▶ Records for the exercise
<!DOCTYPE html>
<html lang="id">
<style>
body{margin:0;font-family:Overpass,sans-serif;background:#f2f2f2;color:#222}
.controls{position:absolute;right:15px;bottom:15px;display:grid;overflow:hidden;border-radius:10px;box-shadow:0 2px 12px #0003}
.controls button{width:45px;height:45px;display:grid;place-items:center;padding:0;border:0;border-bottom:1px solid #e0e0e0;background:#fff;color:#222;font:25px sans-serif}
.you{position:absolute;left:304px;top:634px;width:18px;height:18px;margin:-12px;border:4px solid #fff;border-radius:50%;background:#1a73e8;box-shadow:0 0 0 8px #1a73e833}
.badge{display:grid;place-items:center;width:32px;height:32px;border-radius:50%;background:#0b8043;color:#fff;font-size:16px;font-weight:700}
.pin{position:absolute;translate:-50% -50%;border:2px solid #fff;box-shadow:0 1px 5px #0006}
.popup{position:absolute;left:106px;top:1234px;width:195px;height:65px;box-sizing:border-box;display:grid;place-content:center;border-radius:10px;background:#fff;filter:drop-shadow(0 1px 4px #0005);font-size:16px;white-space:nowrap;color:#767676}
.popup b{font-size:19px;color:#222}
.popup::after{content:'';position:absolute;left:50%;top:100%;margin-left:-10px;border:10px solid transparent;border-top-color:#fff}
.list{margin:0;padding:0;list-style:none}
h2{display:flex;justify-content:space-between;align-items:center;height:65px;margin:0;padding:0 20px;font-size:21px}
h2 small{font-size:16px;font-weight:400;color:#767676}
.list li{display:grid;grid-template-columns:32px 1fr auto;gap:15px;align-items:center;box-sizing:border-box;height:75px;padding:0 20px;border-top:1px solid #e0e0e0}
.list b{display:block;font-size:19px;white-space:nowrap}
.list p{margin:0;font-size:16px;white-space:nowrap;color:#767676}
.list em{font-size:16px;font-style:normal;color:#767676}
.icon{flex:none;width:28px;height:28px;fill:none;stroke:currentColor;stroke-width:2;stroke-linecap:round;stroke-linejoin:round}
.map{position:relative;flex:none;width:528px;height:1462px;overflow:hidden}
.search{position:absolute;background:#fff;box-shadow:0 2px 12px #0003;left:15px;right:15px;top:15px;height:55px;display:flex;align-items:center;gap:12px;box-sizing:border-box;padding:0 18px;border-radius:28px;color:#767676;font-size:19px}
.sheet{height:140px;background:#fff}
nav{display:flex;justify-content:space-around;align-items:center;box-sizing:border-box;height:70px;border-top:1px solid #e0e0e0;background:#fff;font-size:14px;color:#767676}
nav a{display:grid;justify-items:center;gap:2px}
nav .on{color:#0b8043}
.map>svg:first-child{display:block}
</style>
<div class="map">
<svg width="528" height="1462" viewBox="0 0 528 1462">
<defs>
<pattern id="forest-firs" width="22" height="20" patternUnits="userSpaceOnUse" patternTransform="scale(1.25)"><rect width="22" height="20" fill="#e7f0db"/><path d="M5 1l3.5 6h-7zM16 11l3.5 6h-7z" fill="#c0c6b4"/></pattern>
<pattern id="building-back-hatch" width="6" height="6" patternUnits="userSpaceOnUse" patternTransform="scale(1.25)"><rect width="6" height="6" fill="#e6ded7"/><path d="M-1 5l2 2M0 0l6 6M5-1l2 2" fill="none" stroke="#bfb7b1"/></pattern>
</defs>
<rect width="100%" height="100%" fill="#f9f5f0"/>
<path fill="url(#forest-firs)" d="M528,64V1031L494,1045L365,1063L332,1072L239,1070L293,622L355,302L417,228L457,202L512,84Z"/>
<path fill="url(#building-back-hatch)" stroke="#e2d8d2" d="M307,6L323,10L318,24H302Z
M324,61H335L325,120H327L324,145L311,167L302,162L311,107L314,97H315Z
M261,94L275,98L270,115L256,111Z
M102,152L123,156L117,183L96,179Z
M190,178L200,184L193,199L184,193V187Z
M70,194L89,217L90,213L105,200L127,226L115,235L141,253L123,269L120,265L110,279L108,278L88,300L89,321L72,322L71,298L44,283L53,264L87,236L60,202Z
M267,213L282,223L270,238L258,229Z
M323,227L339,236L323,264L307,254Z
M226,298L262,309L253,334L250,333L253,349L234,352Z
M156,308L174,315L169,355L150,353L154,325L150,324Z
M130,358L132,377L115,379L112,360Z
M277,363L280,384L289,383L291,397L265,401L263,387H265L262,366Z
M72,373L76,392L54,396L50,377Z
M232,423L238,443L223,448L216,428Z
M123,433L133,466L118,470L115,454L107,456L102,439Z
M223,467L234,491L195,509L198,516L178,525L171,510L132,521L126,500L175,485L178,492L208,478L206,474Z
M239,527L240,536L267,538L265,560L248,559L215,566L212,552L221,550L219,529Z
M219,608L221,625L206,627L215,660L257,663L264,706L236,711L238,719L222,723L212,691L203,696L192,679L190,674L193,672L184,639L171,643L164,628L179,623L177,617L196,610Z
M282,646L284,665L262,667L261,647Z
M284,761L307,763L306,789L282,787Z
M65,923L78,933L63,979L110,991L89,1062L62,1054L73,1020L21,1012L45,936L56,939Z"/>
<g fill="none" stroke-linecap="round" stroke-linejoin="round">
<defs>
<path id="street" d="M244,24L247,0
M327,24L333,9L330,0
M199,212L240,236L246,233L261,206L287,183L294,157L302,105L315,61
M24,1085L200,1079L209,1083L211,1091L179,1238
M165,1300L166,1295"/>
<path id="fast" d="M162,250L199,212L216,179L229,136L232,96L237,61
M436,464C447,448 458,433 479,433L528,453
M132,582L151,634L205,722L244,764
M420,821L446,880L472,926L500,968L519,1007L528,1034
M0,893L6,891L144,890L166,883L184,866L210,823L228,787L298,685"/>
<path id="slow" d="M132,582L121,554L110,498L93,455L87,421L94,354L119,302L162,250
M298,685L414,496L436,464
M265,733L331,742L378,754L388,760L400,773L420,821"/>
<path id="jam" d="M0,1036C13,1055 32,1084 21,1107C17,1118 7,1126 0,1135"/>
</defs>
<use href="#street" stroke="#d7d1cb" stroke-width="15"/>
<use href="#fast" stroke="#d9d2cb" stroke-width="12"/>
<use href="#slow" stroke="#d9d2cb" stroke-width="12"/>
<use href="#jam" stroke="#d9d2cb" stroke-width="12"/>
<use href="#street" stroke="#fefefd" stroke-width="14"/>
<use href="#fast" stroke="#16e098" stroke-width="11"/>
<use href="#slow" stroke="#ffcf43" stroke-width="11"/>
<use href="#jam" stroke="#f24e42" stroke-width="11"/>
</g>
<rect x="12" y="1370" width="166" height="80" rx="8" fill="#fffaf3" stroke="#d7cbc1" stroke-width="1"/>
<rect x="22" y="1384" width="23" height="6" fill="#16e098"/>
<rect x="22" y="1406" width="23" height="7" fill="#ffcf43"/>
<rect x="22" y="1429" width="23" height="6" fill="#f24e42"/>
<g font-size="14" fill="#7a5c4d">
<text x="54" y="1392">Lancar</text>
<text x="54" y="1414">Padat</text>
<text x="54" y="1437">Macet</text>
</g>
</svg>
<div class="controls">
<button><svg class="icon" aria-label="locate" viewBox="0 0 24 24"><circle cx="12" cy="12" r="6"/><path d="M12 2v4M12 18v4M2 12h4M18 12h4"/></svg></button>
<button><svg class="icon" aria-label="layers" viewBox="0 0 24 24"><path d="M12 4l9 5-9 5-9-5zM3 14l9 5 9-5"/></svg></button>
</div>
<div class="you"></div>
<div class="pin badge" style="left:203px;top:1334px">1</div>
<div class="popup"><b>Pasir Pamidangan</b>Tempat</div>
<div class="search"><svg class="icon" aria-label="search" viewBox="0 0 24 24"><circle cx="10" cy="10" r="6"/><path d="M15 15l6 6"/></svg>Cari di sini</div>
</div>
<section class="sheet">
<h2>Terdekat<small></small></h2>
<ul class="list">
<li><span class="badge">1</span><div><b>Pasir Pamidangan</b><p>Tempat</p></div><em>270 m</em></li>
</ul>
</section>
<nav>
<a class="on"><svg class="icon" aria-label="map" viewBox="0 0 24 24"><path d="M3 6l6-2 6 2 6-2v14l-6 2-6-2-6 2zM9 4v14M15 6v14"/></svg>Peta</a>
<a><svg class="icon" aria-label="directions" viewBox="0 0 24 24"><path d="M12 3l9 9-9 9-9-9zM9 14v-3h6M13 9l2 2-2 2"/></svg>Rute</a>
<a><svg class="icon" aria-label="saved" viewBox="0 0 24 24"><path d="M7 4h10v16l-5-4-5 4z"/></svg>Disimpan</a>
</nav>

▶ What to produce
Transcribe the lines from the first line of the records through the line that contains "-50%;border:2px solid #fff;box-shadow:0", both included, and add nothing else.

▶ Result for this task
<!DOCTYPE html>
<html lang="id">
<style>
body{margin:0;font-family:Overpass,sans-serif;background:#f2f2f2;color:#222}
.controls{position:absolute;right:15px;bottom:15px;display:grid;overflow:hidden;border-radius:10px;box-shadow:0 2px 12px #0003}
.controls button{width:45px;height:45px;display:grid;place-items:center;padding:0;border:0;border-bottom:1px solid #e0e0e0;background:#fff;color:#222;font:25px sans-serif}
.you{position:absolute;left:304px;top:634px;width:18px;height:18px;margin:-12px;border:4px solid #fff;border-radius:50%;background:#1a73e8;box-shadow:0 0 0 8px #1a73e833}
.badge{display:grid;place-items:center;width:32px;height:32px;border-radius:50%;background:#0b8043;color:#fff;font-size:16px;font-weight:700}
.pin{position:absolute;translate:-50% -50%;border:2px solid #fff;box-shadow:0 1px 5px #0006}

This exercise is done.